IHopeYouStepOnALegPiece · 23/10/2022 18:06

It wasn't so much the child free stance, it was more that she seemed to know exactly what she wanted and didn't want and wasn't afraid to say it

and now she’s changed what she’s wanted but still knows it but sadly it looks like she is afraid to say it when she has a friend who will judge her. You are incredibly unfair

Exactly.

OP is talking like changing your mind is the crime of the century.

MyStarBoy · 23/10/2022 18:12

You are extremely naive and immature for what 32 ish?
Of course people change.
Life is full of change.
Your expectations are just ridiculous.

Medoca · 23/10/2022 18:14

Wasn’t on my radar either. Then I met the right person, got married and had children. So glad I did. Would hate to think my friends judged me over it, they wouldn’t be my friend if they did!!

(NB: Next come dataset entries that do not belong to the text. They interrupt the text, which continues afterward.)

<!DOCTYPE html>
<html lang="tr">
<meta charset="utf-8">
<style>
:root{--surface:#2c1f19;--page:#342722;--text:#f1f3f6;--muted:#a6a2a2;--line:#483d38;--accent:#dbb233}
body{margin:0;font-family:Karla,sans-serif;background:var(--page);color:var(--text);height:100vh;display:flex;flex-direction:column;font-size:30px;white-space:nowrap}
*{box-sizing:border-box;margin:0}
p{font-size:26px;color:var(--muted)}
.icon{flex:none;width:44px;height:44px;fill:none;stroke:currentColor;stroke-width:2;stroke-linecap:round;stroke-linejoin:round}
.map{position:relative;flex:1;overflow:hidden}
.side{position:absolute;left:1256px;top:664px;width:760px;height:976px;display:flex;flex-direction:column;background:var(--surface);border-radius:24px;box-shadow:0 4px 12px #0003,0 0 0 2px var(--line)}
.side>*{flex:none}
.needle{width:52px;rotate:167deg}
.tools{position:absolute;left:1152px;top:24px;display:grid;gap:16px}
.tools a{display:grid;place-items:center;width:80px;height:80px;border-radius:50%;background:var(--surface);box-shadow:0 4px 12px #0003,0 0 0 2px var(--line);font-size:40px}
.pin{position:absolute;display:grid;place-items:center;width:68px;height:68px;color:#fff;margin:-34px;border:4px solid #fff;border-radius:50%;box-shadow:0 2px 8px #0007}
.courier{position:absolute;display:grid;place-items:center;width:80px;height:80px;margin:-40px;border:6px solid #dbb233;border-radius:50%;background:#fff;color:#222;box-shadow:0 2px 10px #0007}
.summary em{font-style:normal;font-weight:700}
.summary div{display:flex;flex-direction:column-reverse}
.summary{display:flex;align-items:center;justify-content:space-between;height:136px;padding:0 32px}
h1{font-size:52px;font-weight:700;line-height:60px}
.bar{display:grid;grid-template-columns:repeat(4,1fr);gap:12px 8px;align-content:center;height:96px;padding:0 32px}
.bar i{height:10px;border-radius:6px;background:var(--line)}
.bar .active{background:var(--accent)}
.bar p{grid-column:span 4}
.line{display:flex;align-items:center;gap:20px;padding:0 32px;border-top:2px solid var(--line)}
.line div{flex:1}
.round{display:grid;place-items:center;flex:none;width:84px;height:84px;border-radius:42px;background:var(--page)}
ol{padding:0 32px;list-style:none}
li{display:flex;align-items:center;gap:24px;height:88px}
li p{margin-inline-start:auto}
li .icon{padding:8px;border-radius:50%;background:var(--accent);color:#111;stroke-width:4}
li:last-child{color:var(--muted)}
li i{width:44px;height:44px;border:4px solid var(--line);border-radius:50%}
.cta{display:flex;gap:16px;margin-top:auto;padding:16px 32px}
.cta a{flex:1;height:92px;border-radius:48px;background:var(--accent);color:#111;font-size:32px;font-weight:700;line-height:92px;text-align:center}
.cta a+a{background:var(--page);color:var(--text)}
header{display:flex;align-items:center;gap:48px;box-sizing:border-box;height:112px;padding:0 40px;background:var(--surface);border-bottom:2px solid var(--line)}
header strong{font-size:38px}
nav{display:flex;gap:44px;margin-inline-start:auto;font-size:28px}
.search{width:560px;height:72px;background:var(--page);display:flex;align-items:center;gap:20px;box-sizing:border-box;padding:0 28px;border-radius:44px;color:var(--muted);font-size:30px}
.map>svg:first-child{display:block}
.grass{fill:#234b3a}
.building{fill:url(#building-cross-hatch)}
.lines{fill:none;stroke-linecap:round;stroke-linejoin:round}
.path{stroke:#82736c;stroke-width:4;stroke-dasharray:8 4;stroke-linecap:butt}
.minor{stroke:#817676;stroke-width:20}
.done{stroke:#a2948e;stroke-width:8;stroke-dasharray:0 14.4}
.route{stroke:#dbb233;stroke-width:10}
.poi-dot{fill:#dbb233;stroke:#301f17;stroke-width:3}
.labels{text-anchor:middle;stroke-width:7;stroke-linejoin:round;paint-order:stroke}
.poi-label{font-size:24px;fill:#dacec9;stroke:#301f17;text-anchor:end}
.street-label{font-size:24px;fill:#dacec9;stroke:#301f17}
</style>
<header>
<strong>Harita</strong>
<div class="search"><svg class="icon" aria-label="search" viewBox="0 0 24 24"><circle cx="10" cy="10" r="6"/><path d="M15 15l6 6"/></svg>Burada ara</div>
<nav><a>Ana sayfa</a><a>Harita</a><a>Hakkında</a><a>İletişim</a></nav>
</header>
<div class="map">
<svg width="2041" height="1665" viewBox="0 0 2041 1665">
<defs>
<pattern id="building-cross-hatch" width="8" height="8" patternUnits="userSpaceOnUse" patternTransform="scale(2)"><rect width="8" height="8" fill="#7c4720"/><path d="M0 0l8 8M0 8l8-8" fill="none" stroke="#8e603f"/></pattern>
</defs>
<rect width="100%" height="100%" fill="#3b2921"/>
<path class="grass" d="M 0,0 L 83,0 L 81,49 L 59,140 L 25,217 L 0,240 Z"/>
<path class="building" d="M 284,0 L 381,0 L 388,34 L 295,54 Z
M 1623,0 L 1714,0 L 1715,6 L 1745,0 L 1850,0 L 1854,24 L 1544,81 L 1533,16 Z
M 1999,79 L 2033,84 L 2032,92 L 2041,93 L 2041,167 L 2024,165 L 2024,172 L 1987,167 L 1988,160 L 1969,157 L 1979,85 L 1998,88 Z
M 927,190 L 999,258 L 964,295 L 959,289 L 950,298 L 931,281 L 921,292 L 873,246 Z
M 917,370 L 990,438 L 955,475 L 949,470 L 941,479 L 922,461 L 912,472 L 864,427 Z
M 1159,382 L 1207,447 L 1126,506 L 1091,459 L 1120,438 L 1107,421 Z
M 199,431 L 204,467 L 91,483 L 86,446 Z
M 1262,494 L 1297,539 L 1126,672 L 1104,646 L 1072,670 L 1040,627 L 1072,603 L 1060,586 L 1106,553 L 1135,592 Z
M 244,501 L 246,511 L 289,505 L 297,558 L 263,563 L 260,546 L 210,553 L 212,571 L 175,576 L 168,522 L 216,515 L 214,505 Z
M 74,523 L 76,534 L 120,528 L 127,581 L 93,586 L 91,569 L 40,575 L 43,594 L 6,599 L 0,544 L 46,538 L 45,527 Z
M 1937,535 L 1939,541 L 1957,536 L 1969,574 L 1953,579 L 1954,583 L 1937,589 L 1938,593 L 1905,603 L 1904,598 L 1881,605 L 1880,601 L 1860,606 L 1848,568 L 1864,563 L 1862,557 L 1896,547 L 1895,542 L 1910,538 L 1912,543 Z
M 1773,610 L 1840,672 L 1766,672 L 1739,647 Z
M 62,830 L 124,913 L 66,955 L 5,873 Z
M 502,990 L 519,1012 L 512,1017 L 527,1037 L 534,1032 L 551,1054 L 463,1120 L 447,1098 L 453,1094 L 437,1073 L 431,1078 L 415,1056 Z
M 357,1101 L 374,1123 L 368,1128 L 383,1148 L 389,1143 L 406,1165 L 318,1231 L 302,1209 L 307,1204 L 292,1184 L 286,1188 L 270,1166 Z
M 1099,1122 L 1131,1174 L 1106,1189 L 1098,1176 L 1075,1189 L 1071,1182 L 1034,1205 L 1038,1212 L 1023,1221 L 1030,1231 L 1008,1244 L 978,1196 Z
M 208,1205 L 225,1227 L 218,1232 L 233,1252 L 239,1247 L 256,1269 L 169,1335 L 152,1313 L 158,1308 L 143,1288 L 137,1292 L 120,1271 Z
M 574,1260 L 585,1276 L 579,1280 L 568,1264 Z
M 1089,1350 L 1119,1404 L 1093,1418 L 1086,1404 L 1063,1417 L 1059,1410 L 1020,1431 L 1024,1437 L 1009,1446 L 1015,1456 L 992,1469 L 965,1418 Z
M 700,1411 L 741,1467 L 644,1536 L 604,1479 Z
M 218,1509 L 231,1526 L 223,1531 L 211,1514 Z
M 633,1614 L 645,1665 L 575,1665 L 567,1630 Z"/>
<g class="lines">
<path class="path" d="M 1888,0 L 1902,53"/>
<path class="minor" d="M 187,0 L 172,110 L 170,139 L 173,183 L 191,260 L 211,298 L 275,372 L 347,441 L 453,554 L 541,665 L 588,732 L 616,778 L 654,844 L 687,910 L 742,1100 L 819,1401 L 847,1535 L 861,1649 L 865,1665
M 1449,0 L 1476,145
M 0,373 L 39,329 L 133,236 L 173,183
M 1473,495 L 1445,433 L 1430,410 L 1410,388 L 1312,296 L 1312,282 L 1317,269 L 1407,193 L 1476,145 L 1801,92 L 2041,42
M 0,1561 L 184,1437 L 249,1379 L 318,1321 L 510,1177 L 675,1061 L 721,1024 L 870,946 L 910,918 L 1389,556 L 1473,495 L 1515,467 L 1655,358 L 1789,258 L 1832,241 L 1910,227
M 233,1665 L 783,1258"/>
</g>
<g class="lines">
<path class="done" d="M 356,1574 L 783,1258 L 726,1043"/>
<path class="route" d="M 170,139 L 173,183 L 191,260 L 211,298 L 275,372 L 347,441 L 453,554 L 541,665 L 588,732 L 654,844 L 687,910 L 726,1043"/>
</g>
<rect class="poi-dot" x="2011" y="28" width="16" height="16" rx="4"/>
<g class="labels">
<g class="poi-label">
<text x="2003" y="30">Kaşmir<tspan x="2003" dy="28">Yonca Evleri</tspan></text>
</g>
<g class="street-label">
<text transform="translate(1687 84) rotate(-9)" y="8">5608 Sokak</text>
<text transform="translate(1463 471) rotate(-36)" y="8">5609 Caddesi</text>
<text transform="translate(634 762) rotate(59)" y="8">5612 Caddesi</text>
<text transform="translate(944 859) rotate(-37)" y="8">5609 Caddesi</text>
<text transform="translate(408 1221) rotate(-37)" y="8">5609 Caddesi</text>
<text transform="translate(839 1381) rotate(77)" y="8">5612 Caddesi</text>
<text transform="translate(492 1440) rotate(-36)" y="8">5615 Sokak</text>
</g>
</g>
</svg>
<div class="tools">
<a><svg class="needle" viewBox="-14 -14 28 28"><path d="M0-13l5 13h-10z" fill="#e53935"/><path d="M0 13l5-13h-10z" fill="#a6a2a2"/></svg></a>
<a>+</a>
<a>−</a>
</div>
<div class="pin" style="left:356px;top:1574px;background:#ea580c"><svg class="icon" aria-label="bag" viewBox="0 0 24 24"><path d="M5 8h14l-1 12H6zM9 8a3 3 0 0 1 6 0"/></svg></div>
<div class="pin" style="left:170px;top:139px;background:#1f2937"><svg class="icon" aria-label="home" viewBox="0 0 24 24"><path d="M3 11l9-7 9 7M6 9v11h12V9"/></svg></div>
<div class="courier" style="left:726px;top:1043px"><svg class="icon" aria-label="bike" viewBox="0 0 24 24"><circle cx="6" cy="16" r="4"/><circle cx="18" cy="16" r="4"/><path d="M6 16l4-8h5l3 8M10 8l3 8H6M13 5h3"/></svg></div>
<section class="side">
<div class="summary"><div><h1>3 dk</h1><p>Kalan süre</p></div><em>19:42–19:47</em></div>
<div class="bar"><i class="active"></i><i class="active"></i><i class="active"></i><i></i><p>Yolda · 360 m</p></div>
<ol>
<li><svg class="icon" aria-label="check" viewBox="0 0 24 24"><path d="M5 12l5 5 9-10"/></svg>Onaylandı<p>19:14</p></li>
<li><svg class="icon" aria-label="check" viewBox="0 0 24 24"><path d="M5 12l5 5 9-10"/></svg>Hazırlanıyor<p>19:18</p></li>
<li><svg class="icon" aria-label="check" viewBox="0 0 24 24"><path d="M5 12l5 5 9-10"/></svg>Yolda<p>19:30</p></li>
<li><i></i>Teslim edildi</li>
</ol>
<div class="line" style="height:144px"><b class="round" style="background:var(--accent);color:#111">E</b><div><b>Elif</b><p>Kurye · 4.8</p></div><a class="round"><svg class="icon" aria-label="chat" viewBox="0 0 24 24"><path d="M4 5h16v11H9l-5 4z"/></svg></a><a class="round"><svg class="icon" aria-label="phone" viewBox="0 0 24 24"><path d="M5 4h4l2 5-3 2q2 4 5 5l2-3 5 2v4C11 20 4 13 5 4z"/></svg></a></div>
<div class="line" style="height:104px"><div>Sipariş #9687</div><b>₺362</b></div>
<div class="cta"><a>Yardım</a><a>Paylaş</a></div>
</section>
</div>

TheVanguardSix · 23/10/2022 18:15

What are your ages now, OP?
Life isn’t linear, is an apt cliché.
Nothing is fixed/set/done and done.
Your friend is still that same cool person. Lucky her. She found someone who wants to be part of a family together. Obviously her partner loves her for similar reasons you do.
Be a friend. Go see her baby, for god’s sake and embrace who she is now.
Throw any and all pedestals in the fire.
Above all, accept yourself, OP. You’ll never fully accept others until you accept yourself and your own life choices.

BeanieTeen · 23/10/2022 18:17

You sound like a weird ‘friend’ to be honest. A bit obsessed. And it comes across like a lot of this may be in your head - you’ve got this bizarre view of someone, putting them on a pedestal, it may well just be your imagined view of them rather than reality. Makes me think of the tv show You.

SmileyClare · 23/10/2022 18:22

I saw her (a couple of years ago) and she was still 100% No on kids. It was causing lots of arguments with her husband

The news that she now has a baby must be a bit of a shock if she was adamantly anti children so recently.

Do you suspect that she backed down to give her husband the child he wanted? You feel that she didn’t stand by her own convictions or something?

It is rather annoying when a young twenty something thinks they have life sussed out and is very vocal about it. I’d call it the arrogance of youth.
I think the scales have fallen from your eyes op; she isn’t particularly special or unique at all! As pointed out, it never bodes well to put someone on a pedestal.